Como mínimo, lavar y planchar
Sin embargo, no en todos los monasterios trabajan las monjas. O al menos, no con tanta sofisticación como en estos. Según los datos del arzobispado, en la diócesis de Valencia existen 32 monasterios de clausura que cobijan a más de 35o religiosas. De estos 32 conventos, sólo en media docena se elabora algún producto para su venta. Los otros monasterios —la mayoría con comunidades que no alcanzan la decena de monjas— se financian a través de los donativos de feligreses y las subvenciones del arzobispado. Las religiosas de estos conventos sin trabajo material estandarizado ayudan a lavar y planchar la ropa usada que recoge la Iglesia.
También en el monasterio de Puçol se elaboran hostias y las oblatas de Cristo Sacerdote de Moncada preparan bordados. Pero para hallar en Valencia un negocio monástico diferente hay que viajar hasta Godelleta. En el monasterio del Corazón Eucarístico de Jesús, 16 carmelitas descalzas confeccionan cerámica. La encargada de la tienda, la hermana Pilar de Jesús Fornés, habla con entusiasmo de sus productos diseñados también por ordenador y muestra la tienda del convento, atiborrada de cuadros, cuñas, cirios, belenes, cruces, floreros, juegos de café, placas, escudos y otros detalles a la venta. El abanico de precios también es amplio: desde los 23 euros del cuadro más simple (10 x 20 cm.) hasta los 200 euros que puede costar una Santa Cena de cerámica de grandes dimensiones.

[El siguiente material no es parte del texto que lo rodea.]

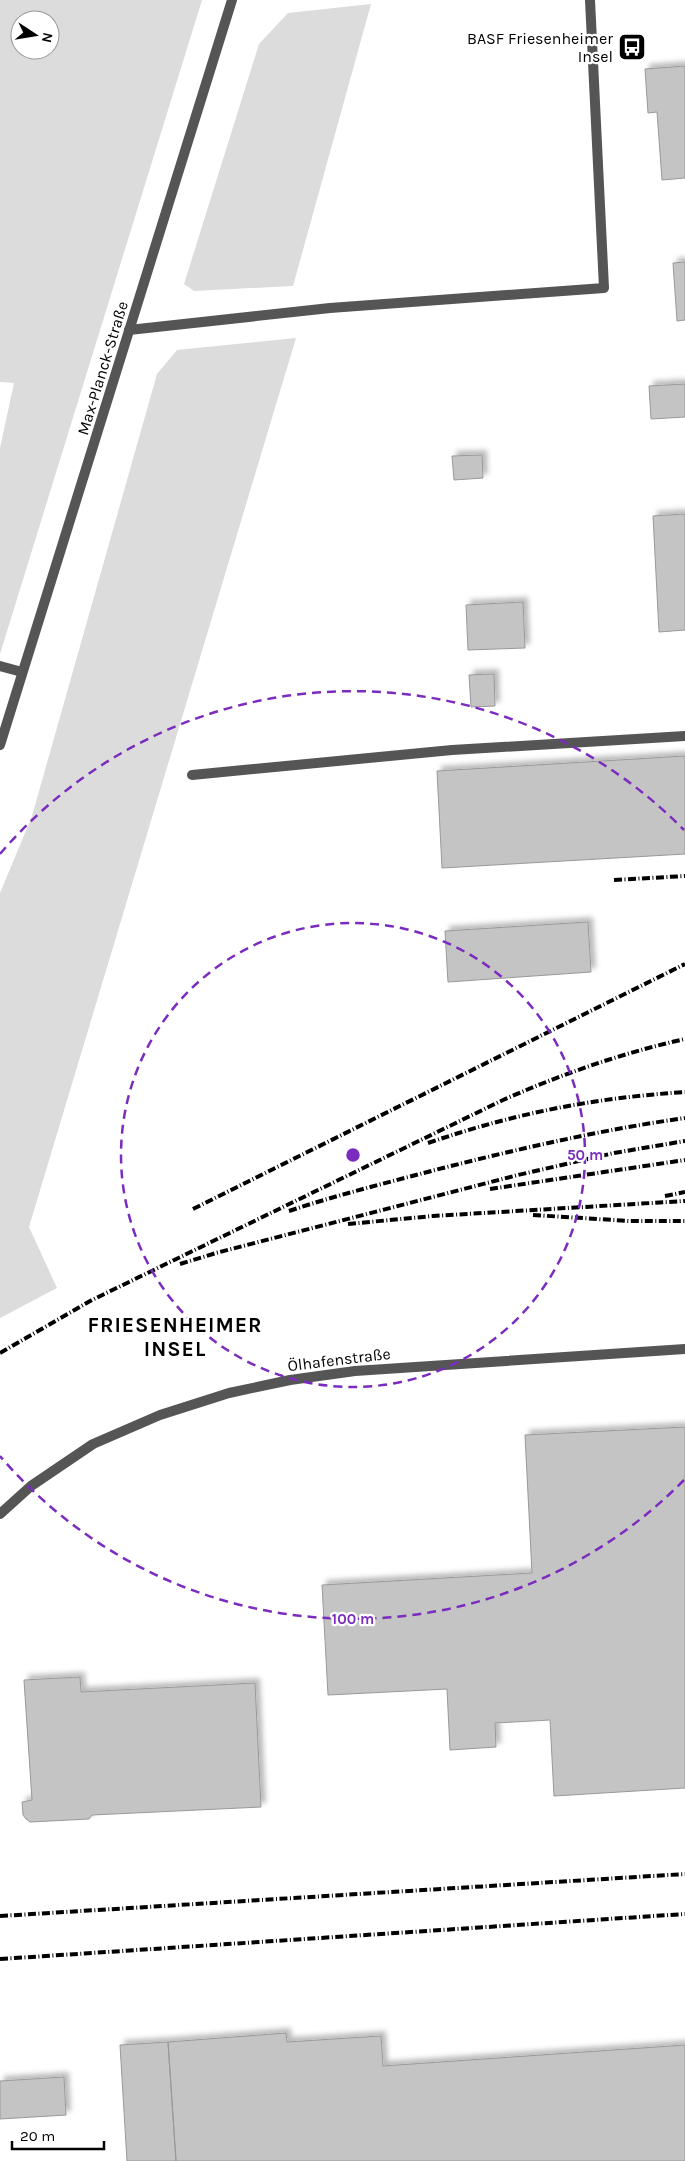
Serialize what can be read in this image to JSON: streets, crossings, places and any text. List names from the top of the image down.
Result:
{
  "streets": {
    "street": ["Max-Planck-Straße", "Ölhafenstraße"]
  },
  "districts": ["FRIESENHEIMER INSEL"],
  "places": {
    "bus stop": ["BASF Friesenheimer Insel"]
  },
  "scale_bar": "20 m",
  "north": "right",
  "rings": ["50 m", "100 m"]
}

También ellas, como buenas carmelitas descalzas, apenas hablan en el trabajo. De hecho, hacen sus labores en habitaciones individuales separadas entre sí y con la puerta cerrada. «Se habla lo que se necesita, pero nuestra vida es el silencio y estar unidas en Dios hasta en el trabajo», precisa Pilar Fornés. También está sola en el convento de Godelleta la hermana Elisa. Ella no trabaja para el taller de cerámica, sino que borda a mano y a máquina vestimenta para sacerdote (estolas, corporales, purificadores) y manteles para el altar.

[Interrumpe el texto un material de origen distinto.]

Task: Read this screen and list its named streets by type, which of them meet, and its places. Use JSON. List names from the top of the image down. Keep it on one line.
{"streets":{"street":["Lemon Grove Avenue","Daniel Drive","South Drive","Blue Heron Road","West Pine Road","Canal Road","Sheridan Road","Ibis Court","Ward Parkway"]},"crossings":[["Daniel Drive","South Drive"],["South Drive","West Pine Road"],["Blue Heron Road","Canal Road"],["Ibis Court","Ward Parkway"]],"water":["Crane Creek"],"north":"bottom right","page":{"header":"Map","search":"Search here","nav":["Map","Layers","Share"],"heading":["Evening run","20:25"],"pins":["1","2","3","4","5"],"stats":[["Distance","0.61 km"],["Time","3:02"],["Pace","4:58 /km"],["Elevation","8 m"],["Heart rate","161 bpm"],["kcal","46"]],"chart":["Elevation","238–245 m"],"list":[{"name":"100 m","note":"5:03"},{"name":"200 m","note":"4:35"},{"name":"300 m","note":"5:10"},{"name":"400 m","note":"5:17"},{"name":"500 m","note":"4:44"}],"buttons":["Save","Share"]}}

En el convento de Godelleta, como en las otras industrias monacales, aseguran que la crisis económica también ha debilitado su negocio. Primero, porque más menesterosos llaman a sus puertas en busca de ayuda. Y segundo, porque venden menos productos que antes. «Es normal: esto no es necesario, es un capricho que se puede evitar», admite Pilar. La crisis les ha hecho mella. Pero con estas religiosas, Zapatero, Bruselas y Wall Street pueden respirar aliviados. No esperan nada de ellos. Su confianza, como dice Pilar, se sitúa algo más arriba: «Hay que confiar en el Señor. Él nos ayudará porque no abandona a nadie».